A harmonic modulation is the process of changing tonal centers.  Consistent use of accidentals in a new key followed by a cadence confirms the sense of a new tonal center.  A change of mode from a major key to its parallel minor is not a modulation, because the tonal center is the same.  This could be considered a case of extended mode mixture.  A move between relative major and minor keys is a modulation, because they have different tonal centers.  Modulations may be very abrupt, or they may unfold so gradually that they are barely noticeable. 

Diatonic Common Chord Modulation

This type of modulation is based on a pivot chord that is diatonic to both keys, a common chord with no accidentals, that has a different harmonic function in each key.  It is used to move between closely related keys.  Closely related keys, and their relative major or minor counterparts, have one more or one fewer sharps or flats.  They are adjacent on the circle of fifths.  Here is an example of the closely related keys to D major:

                        1#        2#        3#
                        G         D          A
                        e          b          f#

The diatonic common chord modulation moves to one of the closely related keys by using a pivot chord that immediately precedes the chord with an accidental.  The chromatic alteration signals the new key, and becomes part of the new tonality.  Common chord modulations often move to the dominant or to the relative major or minor key.  Most pivot chords are predominant in function, moving to the dominant chord in the new key which contains an accidental.  The accidental is applied continuously in the music until a cadence confirms the tonality. 

Chromatic Modulation

Unlike the diatonic common chord modulation, a chromatic modulation hinges on a chord with a chromatic alteration.  As a general rule, a raised pitch is the leading tone (major 7th) of the new key, and a lowered pitch is the subdominant (4th) of the of the new key.  These are good clues to find the tonal center of the key to which the music modulates. 
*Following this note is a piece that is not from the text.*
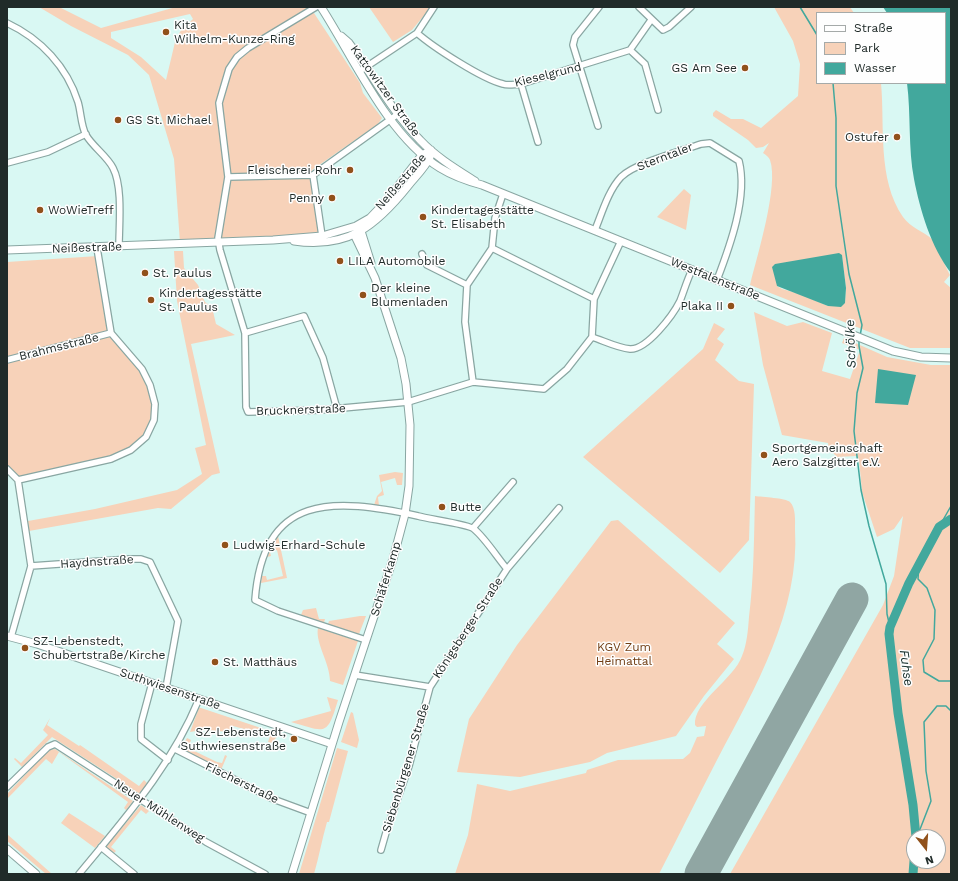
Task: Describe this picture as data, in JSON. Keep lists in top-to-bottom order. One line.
{"streets":{"street":["Kieselgrund","Kattowitzer Straße","Sterntaler","Neißestraße","Westfalenstraße","Brahmsstraße","Brucknerstraße","Haydnstraße","Schäferkamp","Königsberger Straße","Suthwiesenstraße","Siebenbürgener Straße","Fischerstraße","Neuer Mühlenweg"]},"crossings":[["Kattowitzer Straße","Neißestraße"],["Kattowitzer Straße","Westfalenstraße"],["Sterntaler","Westfalenstraße"],["Neißestraße","Westfalenstraße"],["Neißestraße","Brucknerstraße"],["Neißestraße","Schäferkamp"],["Brucknerstraße","Schäferkamp"],["Haydnstraße","Suthwiesenstraße"],["Schäferkamp","Königsberger Straße"],["Schäferkamp","Suthwiesenstraße"],["Schäferkamp","Fischerstraße"],["Königsberger Straße","Siebenbürgener Straße"]],"water":["Schölke","Fuhse"],"parks":["KGV Zum Heimattal"],"places":["Kita Wilhelm-Kunze-Ring","GS Am See","GS St. Michael","Ostufer","Fleischerei Rohr","Penny","WoWieTreff","Kindertagesstätte St. Elisabeth","LILA Automobile","St. Paulus","Der kleine Blumenladen","Kindertagesstätte St. Paulus","Plaka II","Sportgemeinschaft Aero Salzgitter e.V.","Butte","Ludwig-Erhard-Schule","SZ-Lebenstedt, Schubertstraße/Kirche","St. Matthäus","SZ-Lebenstedt, Suthwiesenstraße"],"legend":["Straße","Park","Wasser"],"north":"bottom"}
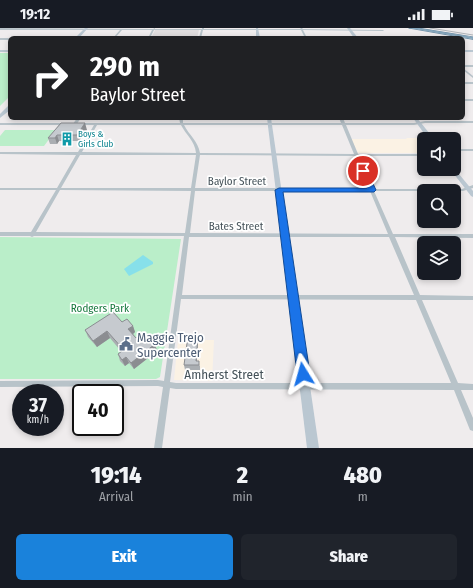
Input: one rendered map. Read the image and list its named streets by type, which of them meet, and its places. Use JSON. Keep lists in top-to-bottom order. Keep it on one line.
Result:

Lacking a common diatonic chord, chromatic modulations often lead to distant keys rather than closely related keys.  Typically, a chord that only belongs to the original key is followed by a chord that is diatonic only in the new key.  However, altered chords such as a secondary dominant or leading tone chord in the original key can be used as a common chord in a chromatic modulation, as well as borrowed chords.  In this case it serves a dual function, as a chromatically altered chord in the old key and a diatonic chord in the new key.  Other altered chords, such as the Neapolitan or Augmented 6th chords may also be used as pivots.  They are discussed in the next lesson.

An enharmonic modulation employs an altered chord that can be interpreted in both the new and the old key, but is spelled enharmonically in either the new or the old key.  Used as a pivot chord, the leading tone fully diminished 7th chord (viio7) is often spelled correctly by the composer in the new key, serving as a clue to the new tonal center.  This chord is a very useful enharmonic pivot chord, given that the same four notes can be spelled different ways to modulate up a half-step from any of its four pitches to a distant major or minor key.   The example below shows a single fully diminished 7th chord (viio7) spelled four ways, resolving to the tonic in four new minor keys.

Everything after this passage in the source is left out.